> **GIVEN DATA**
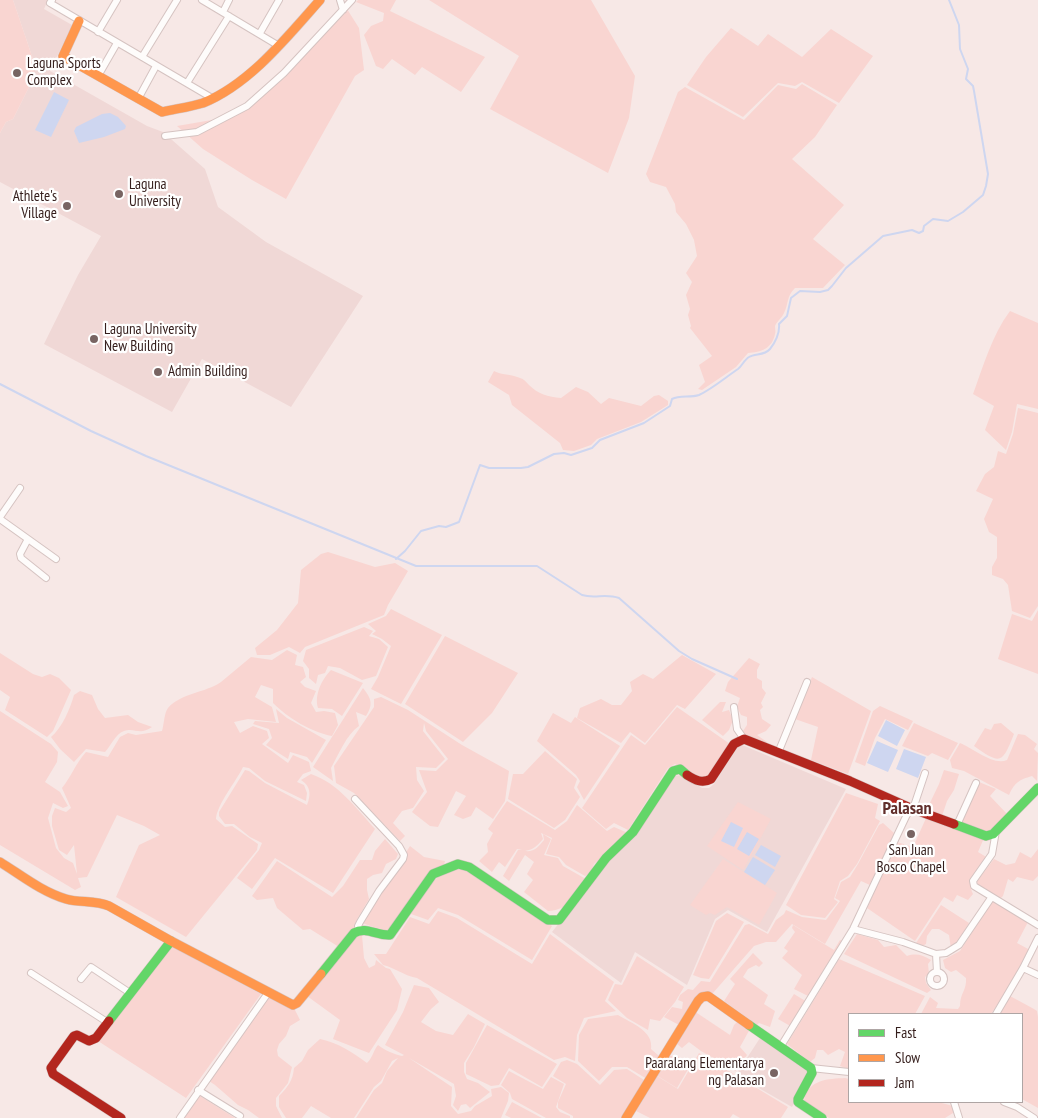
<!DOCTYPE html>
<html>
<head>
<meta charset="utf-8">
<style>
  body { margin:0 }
  #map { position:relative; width:1038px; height:1118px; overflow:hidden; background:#f7e8e6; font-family:"PT Sans Narrow",sans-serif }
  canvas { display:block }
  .legend { position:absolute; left:848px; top:1013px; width:175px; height:90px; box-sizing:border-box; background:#fff; border:1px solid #aea5a4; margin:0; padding:6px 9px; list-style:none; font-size:15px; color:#341d1b }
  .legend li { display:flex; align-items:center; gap:10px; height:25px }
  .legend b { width:25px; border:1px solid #aea5a4 }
</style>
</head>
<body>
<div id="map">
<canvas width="1038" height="1118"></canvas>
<ul class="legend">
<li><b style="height:6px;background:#63d668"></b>Fast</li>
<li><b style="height:6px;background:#ff974d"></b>Slow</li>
<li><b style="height:6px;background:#b3261e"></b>Jam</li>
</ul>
</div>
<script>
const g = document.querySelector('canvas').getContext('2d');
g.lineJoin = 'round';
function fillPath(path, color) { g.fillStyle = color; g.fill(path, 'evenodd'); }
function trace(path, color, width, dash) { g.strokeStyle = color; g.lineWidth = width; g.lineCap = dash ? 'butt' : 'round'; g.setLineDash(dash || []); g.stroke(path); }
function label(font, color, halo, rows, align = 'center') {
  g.font = font + ' "PT Sans Narrow",sans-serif'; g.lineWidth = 4.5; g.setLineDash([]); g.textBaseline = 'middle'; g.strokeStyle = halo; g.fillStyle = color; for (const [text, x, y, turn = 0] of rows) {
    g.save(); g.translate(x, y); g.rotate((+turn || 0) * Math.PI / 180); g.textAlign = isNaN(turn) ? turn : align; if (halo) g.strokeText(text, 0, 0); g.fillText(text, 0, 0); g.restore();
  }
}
fillPath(new Path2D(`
  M13 0H48L44 9 72 25 50 71 147 126 163 132 205 169 218 207 266 242 363 296 291 407 202 359 172 412 44 344 78 275 101 236 0 182V133L6 122 13 119 32 81 35 65Z
  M740 744 846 789 767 932 728 910 715 919 687 985 635 952 621 983 552 932 675 776 682 775 702 788H709L714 784Z
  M760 1038 813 1070 792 1107 736 1075Z`), '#f0d8d6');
fillPath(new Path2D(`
  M0 0H13L35 65 32 81 13 119 6 122 0 133Z
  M358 0H396L390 11 485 57 461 92 422 67 415 75 392 59 383 69 376 66 364 35 371 26 383 21 384 13 356 2Z
  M429 0H591L635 76 629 118 608 173 490 109 519 56Z
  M347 9 359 28 364 70 355 76 286 199 252 180 203 149 177 126 235 116 284 78Z
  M731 28 758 46 768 34 802 57 831 29 873 56 839 103 802 82 795 86 778 83 743 117 687 85 706 57Z
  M802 84 837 105 815 137 792 159 844 205 813 239 845 265 823 288H795C786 297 789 303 784 313 782 318 777 321 775 326 775 329 776 332 775 334 772 349 761 352 748 353L736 367 702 390 698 389 705 382 699 365 712 356 690 328 691 326 688 315 690 309 686 295 692 282 686 273 697 256 694 240 686 224 676 212 675 204 666 187 650 182 646 174 678 92 685 87 744 120 778 85 796 89Z
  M1010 311 1038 323V409L1017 404 1012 432 1006 450 985 430 994 406 973 394C983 367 992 335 1010 311Z
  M494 371C501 375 511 374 520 378 524 379 526 382 529 385 538 394 548 397 561 398L576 387 588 392 601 404 609 398 641 406 654 396 659 395 668 401V405L641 422 597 439 591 445 574 451 563 450 560 443 512 405 509 395 488 382Z
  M1018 408 1038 413V606L1030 618 1012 611 1008 585 1003 579 992 575V567L997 558V537L989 532 984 519 993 499 976 491 985 474 994 467 998 451 1006 454 1013 434Z
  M328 552 375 567 395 563 408 571 388 605 384 615 305 647 300 653 289 647 270 655H257L255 648 277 630 298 603 301 570 321 554Z
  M391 609 442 635 401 704 371 689 378 677 391 646 382 639 372 634 376 631 368 624 386 616Z
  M1038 610V674L998 659 1012 614 1032 621Z
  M364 627 373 631 369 636 379 639 388 647 376 676 362 680 340 668 328 666 325 673 318 675 316 684 309 678V669L303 661 306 650Z
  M445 636 518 673 492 713 463 742 405 704Z
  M287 650 297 655 295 665 303 667 306 677 300 682 305 687 316 691 311 703 316 712 324 711 335 713 338 725 332 736C311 732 288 718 273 703V689L261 685 255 697 272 707 276 722 248 719 234 722 240 733 253 726 267 731 269 738 262 744 288 763 293 755 309 762 311 771 303 774 297 782 304 785 307 793 306 801 265 781 249 768 243 767C236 782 217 804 216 819L225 827 232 826 258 844 257 850 186 937 116 897 139 845 160 835 144 826 117 815 87 877 78 878 81 887 75 890 0 845V711L51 744 58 752 57 762 45 782 60 792 68 806 63 808 53 803 48 818 56 848 64 858 73 863 77 874 74 845 67 855 59 850 52 826V816L55 808 66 812 71 808 62 788C71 777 76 763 86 752L108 757 120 737 128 733 136 735 162 731C164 725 164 713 168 708 181 693 205 693 221 682 231 674 241 665 251 657L272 660Z
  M0 653 33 674 42 677 50 674 59 678 71 690 53 731 47 737 5 710 10 697 0 690Z
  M682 655 716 674 685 709 677 705 645 743 630 732 621 743 577 718 580 708 601 699 612 705H621L632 691 630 682 643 674 653 679Z
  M749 658 760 664 757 670V678L762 681V688L766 693 761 703 763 707 760 710 762 719 771 725 766 731 757 735 767 742 766 744 743 735V731L747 725V717L741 715 737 707 740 698 725 691 728 682Z
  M331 670 363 683 342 716 332 709 318 708C314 695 322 679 331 670Z
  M812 677 871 711 848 774 811 760 818 727 795 719Z
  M363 688C372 699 373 705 366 716L356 712 359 726C346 735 339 754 331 768L333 781 313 767Z
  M80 691 92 695 98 709 105 718 128 715 138 722 152 727C139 736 135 727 124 731 115 734 111 746 105 752L86 749 74 762 60 749 51 737C62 728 70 709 74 695Z
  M381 697 408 710 462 745 509 771 505 801 493 819 476 807 471 816 463 819 454 815 466 796 456 791 438 827 430 826 412 812 427 792 419 770 436 771 448 759 426 731 424 723 423 731 445 759 436 768 416 767 417 780 424 791 413 808 402 811 393 823 405 836 400 841 354 793 336 783 334 766 374 707V699Z
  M720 702H726L722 712 729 710 733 720 729 730 723 736 702 720Z
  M880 706 913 721 908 730 885 719 875 738 865 766 855 762 873 711Z
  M677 707 730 744 706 780 675 764 668 768 628 830 614 823 606 829 582 808 631 735 645 745Z
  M276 709 287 718 326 740 312 763 307 757 290 752 288 759 266 745 272 738 269 729 253 724 255 721 279 723Z
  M553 713 571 723 575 717 620 746 584 800 577 787 580 781 576 775 537 741Z
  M914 723 958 743 948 760 932 753 928 756 902 746Z
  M1001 723 1014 734C1002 764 1001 765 974 746L985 728 991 730 994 724Z
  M1018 734 1025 735 1037 744 1034 749 1038 753 1037 781 1032 776C1019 780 1015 782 1009 795L964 771 952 768 950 760 960 743C974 749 994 766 1007 760Z
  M545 751 577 779 574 788 580 797 565 820 554 828 508 799 513 774H523Z
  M245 770 249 771 265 783 307 805C311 795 311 786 301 780L311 774C338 783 357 809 375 829L333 893 275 858 252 889 237 878 259 850 262 843 250 837 234 824H225L219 816V812Z
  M944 770 959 774 954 790 947 801 942 816 927 809 939 784Z
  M979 782 996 789 990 796 1008 815 989 833 961 823Z
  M846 793 878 804 875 818 880 821 857 864 848 876 840 881 834 899 838 902 825 918 801 915 786 905Z
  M507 801 555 830 567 821 577 805 607 831 614 827 628 833 594 864 590 873 585 876 566 865 559 857 546 854 552 838 541 833 543 839C536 847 534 849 525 851 535 852 538 847 544 840L543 834 551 839 544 855 558 858 563 866 586 879C575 895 570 910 548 911L524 892 533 880 527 874 534 862 525 855 509 881 503 876 518 850H522L517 849 505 867 499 862 492 872 479 861 488 852 487 844 493 833 488 829Z
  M738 802 771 819 743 870 707 846Z
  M927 816 984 838 978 852 988 858C980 868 966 881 973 894L968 900 957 895 953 902 944 897 915 941 867 908 897 842 913 847Z
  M883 823 894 833 872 886 861 881 825 944 792 924 776 942H766L754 946 713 993H705L681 1026 664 1017 672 1007 682 1009 683 1002 678 1000 680 995 688 989 693 990 701 981 710 982 745 925 749 924 768 934 776 920 784 914 786 910 802 917 826 920 840 901 835 898 841 882 850 877 858 864 879 825Z
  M385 839 398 854 396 859 386 864 382 873 373 875 367 879V890L369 899 355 923 354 928 339 947 310 929 303 930 277 908 273 898 257 900 252 896 277 861 332 897 343 886 360 860H372L375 851Z
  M410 846 424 857 445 861 444 865 392 928 385 931 362 923Z
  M1038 849V876L1033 881 1017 877 1013 882 1008 879 1003 896 1000 899 978 886 977 881 994 859 1006 865 1015 863 1020 852 1031 858Z
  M723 859 777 893 759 925 727 907 715 915 710 913 706 915 690 905Z
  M457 869 470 871 552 926 532 960 458 915 438 908 428 920 411 914 427 888 438 877Z
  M992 901 1028 922 1017 943 1030 950 1013 981 991 1014H921L930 997 938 1003 936 1008 958 1009 960 1006C960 993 967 990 966 978L956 970 951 972 945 968 943 960 960 951Z
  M941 905 969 923 957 944 951 949 949 935 939 929H932L927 936 926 944 922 946 916 943Z
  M438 911 457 918 532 964 550 934 614 982 605 1001 616 1011 584 1018 577 1035 575 1061 565 1057 554 1060 417 978C402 975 396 968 383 965L374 954H386L410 917 429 924Z
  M727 913 744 922 709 979 701 978 693 975 716 921Z
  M793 925 834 950 840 940 844 942 808 996 794 989 802 975 782 958 788 951 784 948 795 932 792 928Z
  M857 934 878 940 884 947 896 945 907 956C916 953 923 955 931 960L928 964 929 974 925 977 926 983 931 990 927 993 844 954Z
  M362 935 364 958 369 968 375 965 376 960 386 968 390 969 402 989 397 1010 369 1053 333 1039 340 1020 307 996 355 936Z
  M171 946 261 994 186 1098 98 1041Z
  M753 953 763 963 759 967 756 965 748 969 743 977 768 995 764 1004 775 1011 770 1027 759 1023 757 1025 724 1001 735 984 730 979Z
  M637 956 684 987 675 1002 660 1021 650 1019 648 1030 627 1018 608 1000 615 984 622 985Z
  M839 959 925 996 915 1014H849V1069L840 1066 845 1052 839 1049 828 1055 823 1050H817L815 1058 810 1062 787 1044Z
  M414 985 429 988 439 1002 431 1009 421 1022 436 1031 453 1035 468 1014 485 1024 474 1047 464 1063V1072L467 1079 478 1083 490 1092 470 1108 466 1104 461 1105 458 1111 453 1105 456 1096 454 1084 409 1058 452 1087 451 1106 458 1114 471 1111 475 1106 492 1096 491 1089 501 1087 509 1093 508 1101 501 1118H356L374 1090 382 1083 387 1071 398 1058 392 1061 381 1081 374 1087 354 1118H331L311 1106 302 1118H286L279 1107V1096C288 1087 293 1080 294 1068L302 1061 308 1050 320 1039C339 1043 352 1052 367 1063 373 1057 374 1049 378 1045 384 1050 394 1054 402 1056L404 1055 385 1045 403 1012Z
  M794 994 807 1002 792 1027 778 1019Z
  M268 996 295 1010 300 1020 290 1026 286 1036 279 1044 277 1050 278 1056 292 1067 288 1083 276 1098V1106L282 1118H259L248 1110 238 1105 215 1085 209 1081Z
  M1010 996 1034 1009 1037 1011 1038 1017V1108L1022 1099V1014H998L1005 1005Z
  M694 1011 730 1035 734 1025 739 1020 750 1029 740 1047 747 1055 736 1071 701 1051 689 1042 682 1048 677 1044 680 1034Z
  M618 1015C631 1023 654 1031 651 1049L659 1056 647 1079 627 1067H612L599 1081 578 1061 579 1035 588 1019Z
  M487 1025 557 1064 542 1087 509 1068 499 1085 491 1086 466 1074V1063Z
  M699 1053 788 1107 781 1118H740L733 1114 730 1118H650L636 1111 657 1076 678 1089Z
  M667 1056H678L682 1061 690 1066 677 1088 656 1075Z
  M567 1060 577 1064 600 1085 614 1070 627 1069 644 1080 630 1108 629 1118H573V1116L558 1108V1102L566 1084 553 1076 561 1062Z
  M509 1071 543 1089 551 1077 564 1084 556 1107 560 1112 570 1116V1118H546L512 1099 510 1093 501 1085Z
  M845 1078 849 1079V1102H938L953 1106V1113L945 1118H829L811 1107 804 1100C809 1079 828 1079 845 1078Z
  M200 1096 235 1118H184Z
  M512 1102 540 1117 542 1118H511L505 1115Z`), '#f9d5d1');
fillPath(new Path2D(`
  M54 92 69 100 51 137 35 130Z
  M110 113 118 117 126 126 125 129 104 137 79 143 74 131 76 127 102 114Z
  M886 720 905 730 897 746 878 736Z
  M877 741 898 750 888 772 867 763Z
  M904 749 926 757 918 778 896 769Z
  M731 822 743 828 734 847 721 841Z
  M747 832 759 839 749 856 737 849Z
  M761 845 781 856 775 867 755 855Z
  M753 857 775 870 765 885 744 872Z`), '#ced6f0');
trace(new Path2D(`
  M0 384 91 431 146 456 416 566H537L582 595C595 599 605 593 619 598L679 651 692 659 737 679
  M396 559 405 551 421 531 439 526 446 527 459 522 480 465 489 468H521L528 467 554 454 564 453 571 455 592 448 600 440 644 423 670 406 672 399C680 395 690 398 699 395 712 389 726 377 738 369 742 366 744 360 749 357 755 353 764 356 770 349 775 343 780 333 779 324L787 316 791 298 800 291 820 292 828 290 832 286 846 268 883 236 912 230 919 233 923 231 924 226 933 219 948 221 963 212 983 195 986 186 988 174 974 91 973 86 966 79 968 69 960 49 959 25 949 0`), '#ced6f0', 2);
const street = new Path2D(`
  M52 0 50 3 212 98
  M202 0 279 46
  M340 0 343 10
  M223 12 229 0
  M98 32 117 0
  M260 33 279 0
  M142 57 177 0
  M98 76 117 43
  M187 83 229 16
  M138 99 156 66
  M165 136 197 132 247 106 284 73 352 0
  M0 517 20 488
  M0 519 56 559
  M28 539 20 554 21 558 46 578
  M734 707 737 729 744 739
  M778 753 807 682
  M355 799 399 846 404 855 403 859 379 891 360 922 358 926 360 930
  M913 809 925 773
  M957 825 976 783
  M996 831 992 854 973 881 974 886 1038 925
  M853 929 903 942 936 954 946 953 959 945 991 898
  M936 954 937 972
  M1023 968 1038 975
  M930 979a7 7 0 1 1 14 0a7 7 0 1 1-14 0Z
  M31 973 107 1022
  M81 979 91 967 130 993
  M996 1014 1023 968 1038 938
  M781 1046 853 929 910 808
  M811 1068 849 1072
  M198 1090 240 1116
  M954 1102 959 1118
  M1004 1102 1017 1107 1034 1118
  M180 1118 268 993`);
const fast = new Path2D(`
  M954 824 986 836 993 834 1038 788
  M321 974 354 933C366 926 377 936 390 935L433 874 458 864 469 867 548 920H559L606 858 633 832 673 771 680 769 687 775
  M109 1021 171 941
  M749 1025 811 1068 812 1073 798 1099V1102L822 1118`);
const slow = new Path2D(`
  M79 21 63 56 162 112C175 109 190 107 203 103 250 84 288 36 320 0
  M0 862C21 875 42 892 66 899 80 903 95 900 109 906L171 941 293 1005 297 1003 321 974
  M626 1118 698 1001 702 997 708 996 749 1025`);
const jam = new Path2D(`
  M687 775C695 780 702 784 711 779L734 744 744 739 850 781 913 809 954 824
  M109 1021 96 1038 89 1041 77 1035 74 1036 51 1068 53 1074 121 1118`);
trace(street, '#d5c3c1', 8);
trace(fast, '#d5c3c1', 10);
trace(slow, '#d5c3c1', 10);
trace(jam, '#d5c3c1', 10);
trace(street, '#fefcfb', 6);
trace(fast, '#63d668', 9);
trace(slow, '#ff974d', 9);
trace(jam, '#b3261e', 9);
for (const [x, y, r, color] of [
  [17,73,5,"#786462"],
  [119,194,5,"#786462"],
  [67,206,5,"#786462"],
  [94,339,5,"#786462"],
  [158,372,5,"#786462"],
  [911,834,5,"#786462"],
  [774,1073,5,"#786462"]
]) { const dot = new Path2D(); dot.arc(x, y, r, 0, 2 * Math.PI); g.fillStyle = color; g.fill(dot); trace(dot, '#fff', 2); }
label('15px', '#341d1b', '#fff', [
  ["Laguna Sports",27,64],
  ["Complex",27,81],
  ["Laguna",129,185],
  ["University",129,202],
  ["Athlete's",57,197,"right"],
  ["Village",57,214,"right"],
  ["Laguna University",104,330],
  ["New Building",104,347],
  ["Admin Building",168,372],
  ["San Juan",911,851,"center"],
  ["Bosco Chapel",911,868,"center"],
  ["Paaralang Elementarya",764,1064,"right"],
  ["ng Palasan",764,1081,"right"]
], 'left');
label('bold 18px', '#612f2c', '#fff', [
  ["Palasan",907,809]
]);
</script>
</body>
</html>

> **TASK OBJECTIVE**
Your answer should contain only the lines from the beginning of the listing above through the line with "position:absolute; left:848px; top:1013px;", copied exactly and without the pictures.

> **SOLUTION**
<!DOCTYPE html>
<html>
<head>
<meta charset="utf-8">
<style>
  body { margin:0 }
  #map { position:relative; width:1038px; height:1118px; overflow:hidden; background:#f7e8e6; font-family:"PT Sans Narrow",sans-serif }
  canvas { display:block }
  .legend { position:absolute; left:848px; top:1013px; width:175px; height:90px; box-sizing:border-box; background:#fff; border:1px solid #aea5a4; margin:0; padding:6px 9px; list-style:none; font-size:15px; color:#341d1b }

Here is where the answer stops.